Say what you will about Marc Fratto’s Hell Fire, but one thing is evident: this is the indie horror film that you wish most indie horror films were. Right from the beginning we are treated to the promise that this isn’t another watered down “6 teenagers get more than they bargained for when” straight to video stepping stone for a director wanting to cut his teeth on the genre. The first scene shows us two essential elements that contribute the overall success of Hell Fire: good writing and good acting. Two things that are usually absent from faire of the same budget.
The movie immediately feels like a mashup up some of indie and exploitation cinema’s finest offerings. The story, which follows a group of hapless hookers out to make a score that could change all of their lives has the ability to shift gears with a speed and ease that doesn’t disturb its tone. It can be a botched heist film, a claustrophobic lifeboat tribute and a classy supernatural action picture from scene-to-scene, all retaining a witty arthouse dialogue driven feel that doesn’t come across as pompous or self-important. In all actuality, Hell Fire does exactly what I want a movie of its ilk to do, it entertains and it does so at times, effortlessly. A trait that is easily exemplified when our troop of working girls find out that their hostage, is non other than the spawn of Satan himself; a smooth talking, manipulative southerner with limited powers, but boundless ambitions to rule the earth side-by-side with his father.
Needless to say, prostitutes under pressure don’t mix well with the Prince of Darkness and things start to go south quickly. When we get our horror, it is here and it is plenty. We get our gore, we get our violence and we aren’t treated to the PG13 brand we’ve come to settle for. THIS is the lack of studio influence that truly makes an indie film an event experience when its done right. It can push the envelope, break taboos and do it with an appreciated zest that big Hollywood rarely takes a chance on anymore. It does all of this in such a gleeful fashion that you start to forgive it some it technical trespasses that earlier in its running time undoubtedly held it back.
Hell Fire is not exactly a pretty, polished little film. It is rough around the way a lot of lesser indie films are. The cinematography here is nice, but the technical execution leaves a lot to be desired. The film can appear oversaturated and gritty in all the wrong places. Again, more than forgivable when contrasted with all of its strengths. Not so unforgiveable is the sometimes incomprehensible dialogue muddied by less than adequate sound. If there is one caveat, and its really sad that it has to be a technical one, it is that the audio quality is so bad, muffled and at times inaudible near the beginning of the film that it will gain many detractors before the movie nears its potential to really impress.
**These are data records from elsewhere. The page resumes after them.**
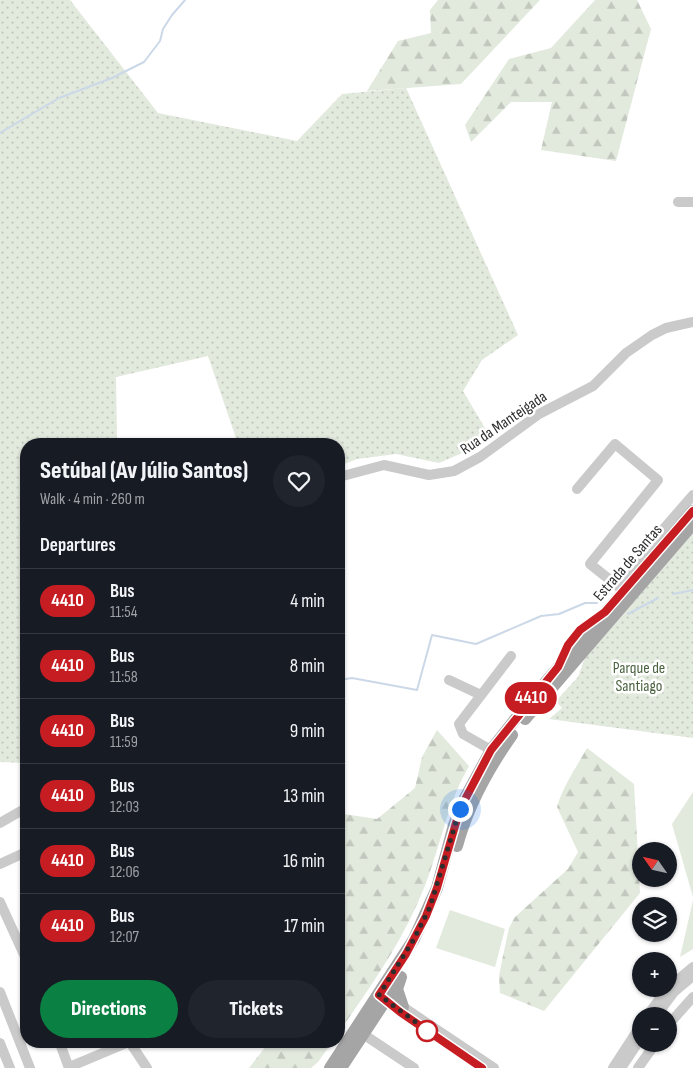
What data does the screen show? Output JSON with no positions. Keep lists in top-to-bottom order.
{
  "streets": {
    "main road": ["Estrada de Santas"],
    "street": ["Rua da Manteigada"]
  },
  "parks": ["Parque de Santiago"],
  "lines": ["bus line 4410"],
  "north": "top left",
  "page": {
    "on_map": "4410",
    "heading": [
      ["Setúbal (Av Júlio Santos)", "Walk · 4 min · 260 m"],
      "Departures"
    ],
    "list": [
      {
        "mark": "4410",
        "name": "Bus",
        "note": "11:54",
        "value": "4 min"
      },
      {
        "mark": "4410",
        "name": "Bus",
        "note": "11:58",
        "value": "8 min"
      },
      {
        "mark": "4410",
        "name": "Bus",
        "note": "11:59",
        "value": "9 min"
      },
      {
        "mark": "4410",
        "name": "Bus",
        "note": "12:03",
        "value": "13 min"
      },
      {
        "mark": "4410",
        "name": "Bus",
        "note": "12:06",
        "value": "16 min"
      },
      {
        "mark": "4410",
        "name": "Bus",
        "note": "12:07",
        "value": "17 min"
      }
    ],
    "map_buttons": ["+", "−"],
    "buttons": ["Directions", "Tickets"]
  }
}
Audio aside, Hell Fire boasts a nice well rounded cast that wisely focuses on the talents of the film’s lead, J. Scott Green. Green shows off a McConaughy style swagger that elevates already powerful dialogue driven diatribes to Bond villain craziness, all with a smug smile that adds just the right amount of creepy to the ton of slimy, swarmy charm he already brings to the character. This is not to say that his peers are all peripheral. All of the actresses play nicely off of Green and sell their roles equally well. These actors all know exactly what to do with their lines, which not only makes their characters more interesting, but the whole situation more maniacal fun when they each reach their own breaking points, all-in-all making Hell Fire an enjoyable, horror-action filled romp that should definitely be sought out. HIGHLY RECOMMENDED.